I woke up this morning with my shirt on upside down.
You mean inside out.
No, upside down. I ripped the neck hole in the process of getting it around my waist.
I texted her sayin "I gotta brush my teethn then Im omw" maybe hint to do the same
We can talk tomorrow when we're both alert. My mind is somewhere else right now.
Where's it at?
In your pants.
My mom called me and we started arguing as usual. I finally screamed at her "I HEAR YOU AND THAT 30 YEAR OLD FUCKING!" and hung up. She hasn't called back yet. I win.
I vaguely remember chanting "USA" at the pool when we were talking to the Frenchies.
We were pointing at fat people and chanting USA.

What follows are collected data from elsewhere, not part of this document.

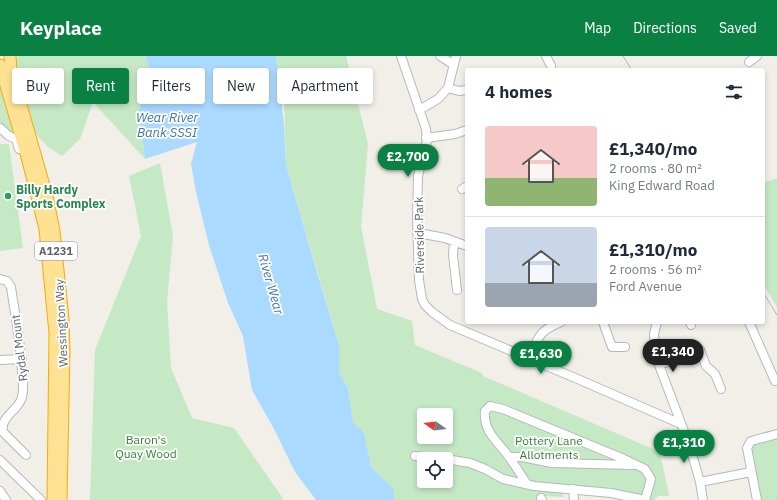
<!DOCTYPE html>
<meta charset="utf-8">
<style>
body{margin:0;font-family:"IBM Plex Sans",sans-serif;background:#f2f2f3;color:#1f2937;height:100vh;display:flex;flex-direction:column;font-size:15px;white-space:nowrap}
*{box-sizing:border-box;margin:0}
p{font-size:13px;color:#747a83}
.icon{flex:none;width:22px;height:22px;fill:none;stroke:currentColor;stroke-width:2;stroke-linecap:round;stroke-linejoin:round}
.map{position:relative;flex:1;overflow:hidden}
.panel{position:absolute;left:465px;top:12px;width:300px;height:256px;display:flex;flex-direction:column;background:#fff;border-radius:4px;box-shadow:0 2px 6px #0003}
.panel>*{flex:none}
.banner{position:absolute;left:12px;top:12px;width:380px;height:36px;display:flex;gap:8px}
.needle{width:26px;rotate:284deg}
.tools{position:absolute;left:417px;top:352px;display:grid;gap:8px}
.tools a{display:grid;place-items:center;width:36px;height:36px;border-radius:4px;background:#fff;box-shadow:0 2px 6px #0003;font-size:20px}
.price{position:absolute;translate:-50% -34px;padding:0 9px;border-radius:14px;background:#0b8043;color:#fff;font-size:13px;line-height:26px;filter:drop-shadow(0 1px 2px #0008)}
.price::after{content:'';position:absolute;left:50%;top:24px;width:12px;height:9px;margin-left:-6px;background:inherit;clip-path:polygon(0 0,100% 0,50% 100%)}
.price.selected{background:#222;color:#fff}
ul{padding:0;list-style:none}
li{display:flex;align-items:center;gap:12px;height:100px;padding:0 20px}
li+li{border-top:1px solid #e0e1e3}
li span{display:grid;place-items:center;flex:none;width:112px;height:80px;border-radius:4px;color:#555}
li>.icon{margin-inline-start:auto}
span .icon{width:48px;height:48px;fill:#fffc;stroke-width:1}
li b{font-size:17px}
h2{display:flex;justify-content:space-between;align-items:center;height:48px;padding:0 20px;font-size:17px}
.tag{padding:0 14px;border-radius:4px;background:#fff;box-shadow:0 2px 6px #0003;font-size:14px;line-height:36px}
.tag.selected{background:#0b8043;color:#fff}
header{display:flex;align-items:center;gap:24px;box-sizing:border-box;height:56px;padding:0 20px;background:#0b8043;color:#fff}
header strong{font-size:19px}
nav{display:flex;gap:22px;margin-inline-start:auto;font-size:14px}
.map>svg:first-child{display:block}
.green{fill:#c5e8c5;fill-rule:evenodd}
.water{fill:#aadaff}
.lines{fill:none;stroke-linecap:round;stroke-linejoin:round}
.minor-casing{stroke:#b5b8bc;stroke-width:10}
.highway-casing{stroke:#f9ab00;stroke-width:13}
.minor{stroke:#fff;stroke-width:8}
.highway{stroke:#fde293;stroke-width:11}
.tram{stroke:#b6b7b8;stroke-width:1}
.leisure-dot{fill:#2e9e5b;stroke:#fff;stroke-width:1.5}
.labels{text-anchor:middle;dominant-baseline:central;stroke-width:3.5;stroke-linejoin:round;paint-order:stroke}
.shield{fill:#fff;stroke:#8f9295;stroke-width:1}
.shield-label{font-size:11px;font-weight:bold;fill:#5f6368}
.leisure-label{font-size:12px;font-weight:bold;fill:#27864d;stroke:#fff;text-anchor:start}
.street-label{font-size:12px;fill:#5f6368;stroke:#fff}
.park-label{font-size:12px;fill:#348238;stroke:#fff}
.water-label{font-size:13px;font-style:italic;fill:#4174aa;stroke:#fff}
</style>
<header>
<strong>Keyplace</strong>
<nav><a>Map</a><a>Directions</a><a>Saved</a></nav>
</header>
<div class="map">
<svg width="777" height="444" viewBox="0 0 777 444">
<rect width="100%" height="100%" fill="#f1efe8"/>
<path class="green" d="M18,0H146L150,18L139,54L145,103L93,46L80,83L62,100L48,91L35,77L16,5Z
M276,0H346L368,88L361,170L377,253L412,265L415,289L482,317L483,320L660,396L669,440H658L654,444H645L561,432L563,441L541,440L542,444H395L393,432L371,411L364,378L353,366L348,333L339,316V289L286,109L284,38L280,37ZM424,359H446V381H424ZM424,403H446V425H424Z
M0,26L16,80L6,75L0,68Z
M0,88H9L23,192L0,195Z
M160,107L173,180L167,246L171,312L192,362L234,372L282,441L283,444H90L95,294L141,180L129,120Z
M777,122V251L763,228V127Z
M777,380V444H761L750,390L751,389Z"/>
<path class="water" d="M146,0H276L284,69L286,109L319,223L339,289V316L348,333L353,366L364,377L371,411L393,432L395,444H316L295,416L274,373L252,334L243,280L228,247L209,189L196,136L191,108L197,86L145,103L139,54L150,18Z"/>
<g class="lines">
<defs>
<path id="minor" d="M401,0L426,73L427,85L418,120L417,162L419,224L422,243L425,249L432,256L450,269L580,324L681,368
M440,0L454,9
M546,0L551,10
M749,6L757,0
M448,32L459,35L467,34
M419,54L438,43L448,32L456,0
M0,72L9,80L16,83L19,93
M426,82L455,78L467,74
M462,133L467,130
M418,177L445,182L467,190
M454,186L453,199L457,234
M0,223L7,225L11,231C15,259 21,288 22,316C23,324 24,333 22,341C19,355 0,359 3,376L26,399
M603,266L612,291H625
M657,266L654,278L655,292L659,309L690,391L700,426L703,444
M690,266L691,269
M749,266L775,325
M529,303C538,282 538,275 561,266
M0,304L22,303
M659,309L700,294L706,310L715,318L721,333
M415,400L445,403
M509,401H522L552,407L633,409
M446,403L470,407L485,413L503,423L534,430L611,437L645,444
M0,404L41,444
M700,426L751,416
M527,428C520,418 514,407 506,397C496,384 483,374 485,355L490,350L503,353L624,403L645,413L651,423L645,444
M573,433L574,444
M0,435L6,444
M541,442L542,444
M757,444L747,392L751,385L777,378"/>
<path id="highway" d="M10,0L11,14L47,140L54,175L63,263L64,295L61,444
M0,9L28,105L45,173L55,277L53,444"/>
</defs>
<use href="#minor" class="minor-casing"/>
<use href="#highway" class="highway-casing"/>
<use href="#minor" class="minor"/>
<use href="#highway" class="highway"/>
<path class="tram" d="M623,0L632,14
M763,236L777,259"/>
</g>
<circle class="leisure-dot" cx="8" cy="140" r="4"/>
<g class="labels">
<rect class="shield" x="35" y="186" width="42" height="18" rx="3"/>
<g class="shield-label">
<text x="56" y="195">A1231</text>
</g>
<g class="leisure-label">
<text x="16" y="133">Billy Hardy<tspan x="16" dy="14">Sports Complex</tspan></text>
</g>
<g class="street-label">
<text transform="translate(419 179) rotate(-91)">Riverside Park</text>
<text transform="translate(61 267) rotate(-93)">Wessington Way</text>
<text transform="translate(19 292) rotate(-97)">Rydal Mount</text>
</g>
<g class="park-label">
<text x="146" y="383">Baron's<tspan x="146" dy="14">Quay Wood</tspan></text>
<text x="549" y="384">Pottery Lane<tspan x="549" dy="14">Allotments</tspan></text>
</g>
<g class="water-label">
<text x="167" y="61">Wear River<tspan x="167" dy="15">Bank SSSI</tspan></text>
<text transform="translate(271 228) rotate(74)">River Wear</text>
</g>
</g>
</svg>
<div class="tools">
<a><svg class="needle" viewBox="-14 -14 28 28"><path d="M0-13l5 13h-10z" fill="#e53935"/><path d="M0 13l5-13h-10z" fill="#747a83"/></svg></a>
<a><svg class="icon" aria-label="locate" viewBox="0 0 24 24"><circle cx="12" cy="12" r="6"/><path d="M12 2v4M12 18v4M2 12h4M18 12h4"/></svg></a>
</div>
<b class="price" style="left:408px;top:122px">£2,700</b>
<b class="price selected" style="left:673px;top:317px">£1,340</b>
<b class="price" style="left:541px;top:319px">£1,630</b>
<b class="price" style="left:684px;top:408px">£1,310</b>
<div class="banner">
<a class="tag">Buy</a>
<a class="tag selected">Rent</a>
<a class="tag">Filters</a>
<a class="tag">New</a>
<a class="tag">Apartment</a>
</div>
<section class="panel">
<h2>4 homes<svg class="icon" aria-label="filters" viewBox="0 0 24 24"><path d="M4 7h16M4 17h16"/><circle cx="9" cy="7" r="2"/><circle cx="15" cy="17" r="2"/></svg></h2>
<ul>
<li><span style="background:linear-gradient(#f6c9c9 65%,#8fb573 0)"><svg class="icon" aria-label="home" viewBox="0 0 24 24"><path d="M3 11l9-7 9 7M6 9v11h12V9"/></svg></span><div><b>£1,340/mo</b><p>2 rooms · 80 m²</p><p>King Edward Road</p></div></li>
<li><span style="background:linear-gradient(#c9d6e8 70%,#9aa5b1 0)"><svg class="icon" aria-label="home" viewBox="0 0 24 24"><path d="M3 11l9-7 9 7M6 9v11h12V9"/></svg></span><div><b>£1,310/mo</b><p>2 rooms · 56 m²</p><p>Ford Avenue</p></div></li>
</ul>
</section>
</div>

apparently, dueling with garden tools in Home Depot is strictly frowned upon
Why is there puke in my guitar?
Because you puked in your guitar.
SINCE WHEN WAS USING A FROZEN WATER BOTTLE ATTACHED TO A ROPE AS A THROWING WEAPON A GOOD IDEA??
Oh, in response to your "does dating get better" question...I feel like penises are getting smaller nowadays. Its been several years since I saw a good 8+ incher.
He just said Bill Nye is just a dude. If I ever considered sleeping with him, I never will now.
I was the oldest, shortest, and soberest at the New Years party last night. My life sucks
The assignment was about the Industrial Revolution so I just screamed at them in a British accent all day. No, they didn't know I was hungover.
Give it up bro. I’m not wearing pants or a bra and only an act of god could change that
just turned another straight guy gay. Goddamn the church must hate me
My dad is clearly baked off his ass. He almost sat on moms cat in front of her, zoned out while staring at it and said he wondered what it was thinking about. Now he's dragging everything from the livingroom into the garage. Moms not happy.